◆ INPUT:
= = = = =

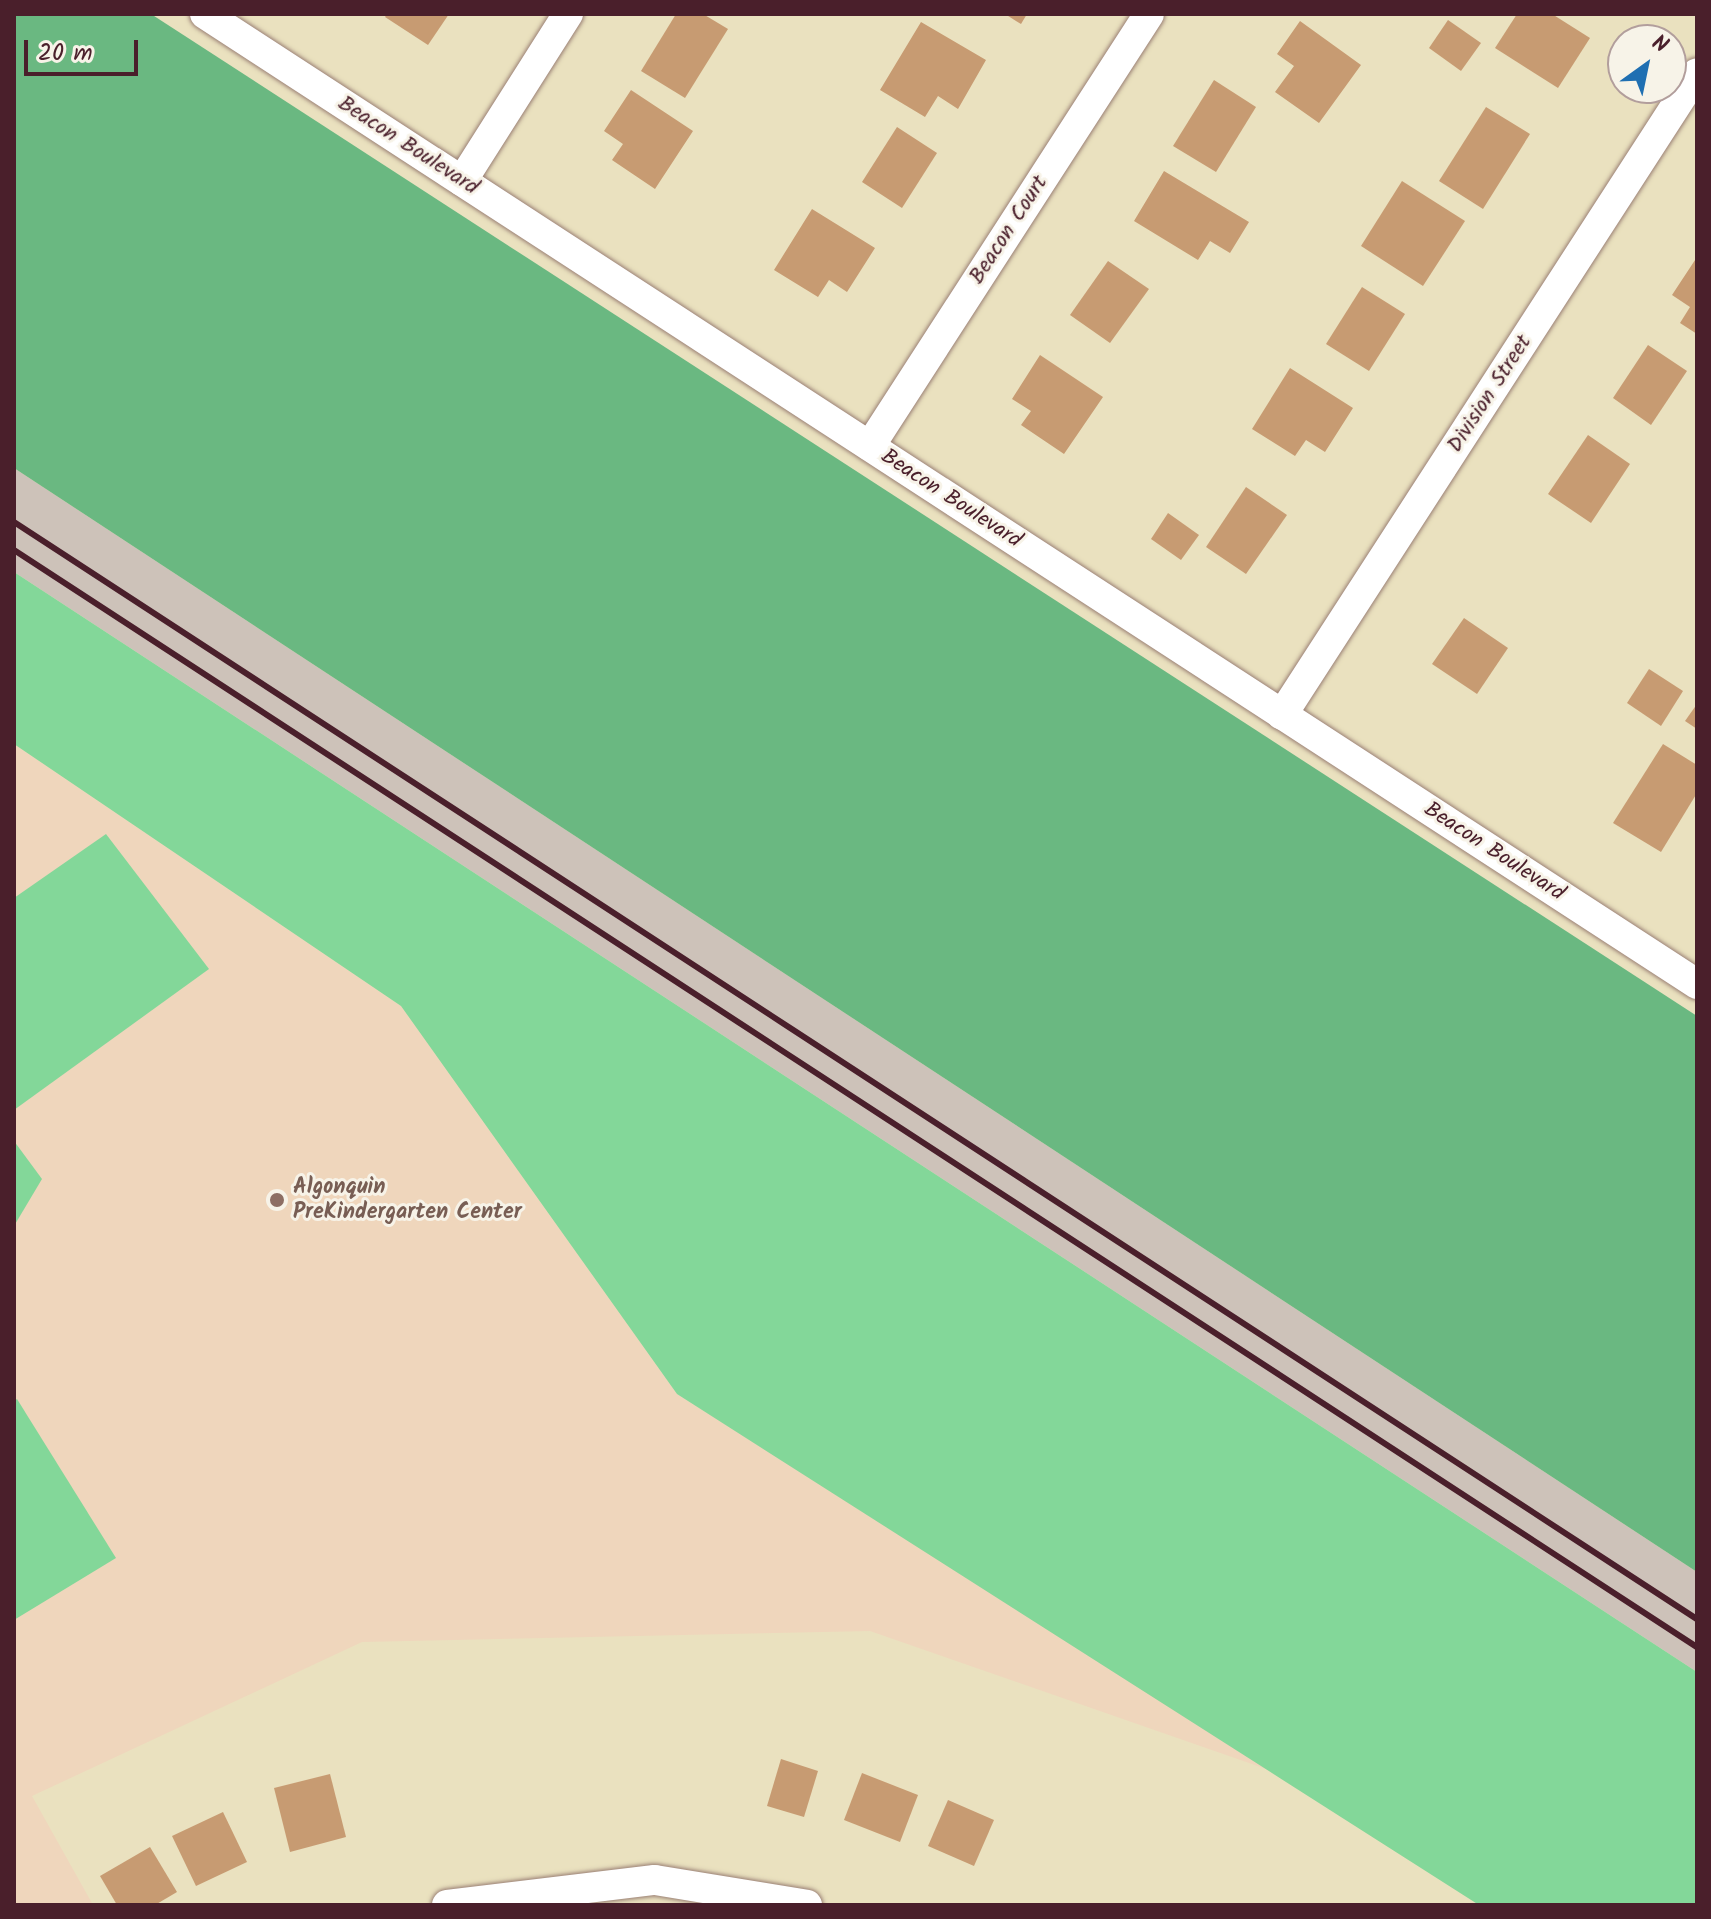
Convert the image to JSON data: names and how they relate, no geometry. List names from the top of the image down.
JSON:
{
  "streets": {
    "street": ["Beacon Boulevard", "Beacon Court", "Division Street"]
  },
  "crossings": [
    ["Beacon Boulevard", "Beacon Court"],
    ["Beacon Boulevard", "Division Street"]
  ],
  "places": ["Algonquin PreKindergarten Center"],
  "scale_bar": "20 m",
  "north": "top right"
}
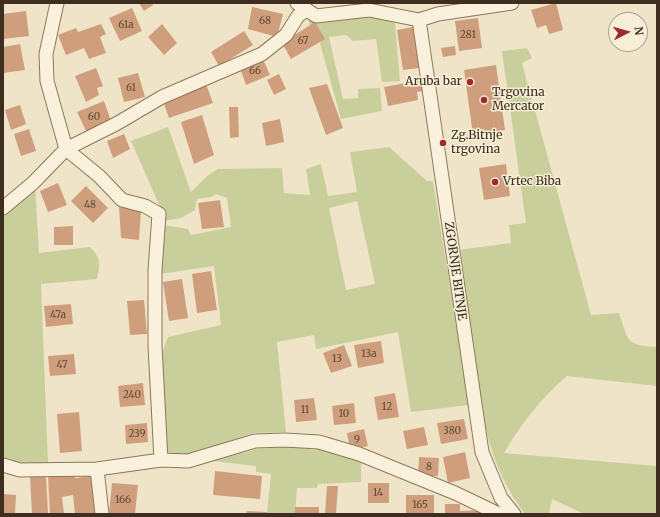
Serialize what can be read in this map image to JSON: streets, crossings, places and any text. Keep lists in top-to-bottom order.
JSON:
{
  "streets": {
    "street": ["ZGORNJE BITNJE"]
  },
  "places": [
    "Aruba bar",
    "Trgovina Mercator",
    "Zg.Bitnje trgovina",
    "Vrtec Biba"
  ],
  "house_numbers": [
    "68",
    "61a",
    "281",
    "67",
    "66",
    "61",
    "60",
    "48",
    "47a",
    "13a",
    "13",
    "47",
    "240",
    "12",
    "11",
    "10",
    "380",
    "239",
    "9",
    "8",
    "14",
    "166",
    "165"
  ],
  "north": "right"
}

= = = = =

Every word of the material, and none of its pictures, should be set down again.

◆ TASK ANSWER:
Convert the image to JSON data: names and how they relate, no geometry. List names from the top of the image down.
JSON:
{
  "streets": {
    "street": ["Beacon Boulevard", "Beacon Court", "Division Street"]
  },
  "crossings": [
    ["Beacon Boulevard", "Beacon Court"],
    ["Beacon Boulevard", "Division Street"]
  ],
  "places": ["Algonquin PreKindergarten Center"],
  "scale_bar": "20 m",
  "north": "top right"
}
Serialize what can be read in this map image to JSON: streets, crossings, places and any text. Keep lists in top-to-bottom order.
JSON:
{
  "streets": {
    "street": ["ZGORNJE BITNJE"]
  },
  "places": [
    "Aruba bar",
    "Trgovina Mercator",
    "Zg.Bitnje trgovina",
    "Vrtec Biba"
  ],
  "house_numbers": [
    "68",
    "61a",
    "281",
    "67",
    "66",
    "61",
    "60",
    "48",
    "47a",
    "13a",
    "13",
    "47",
    "240",
    "12",
    "11",
    "10",
    "380",
    "239",
    "9",
    "8",
    "14",
    "166",
    "165"
  ],
  "north": "right"
}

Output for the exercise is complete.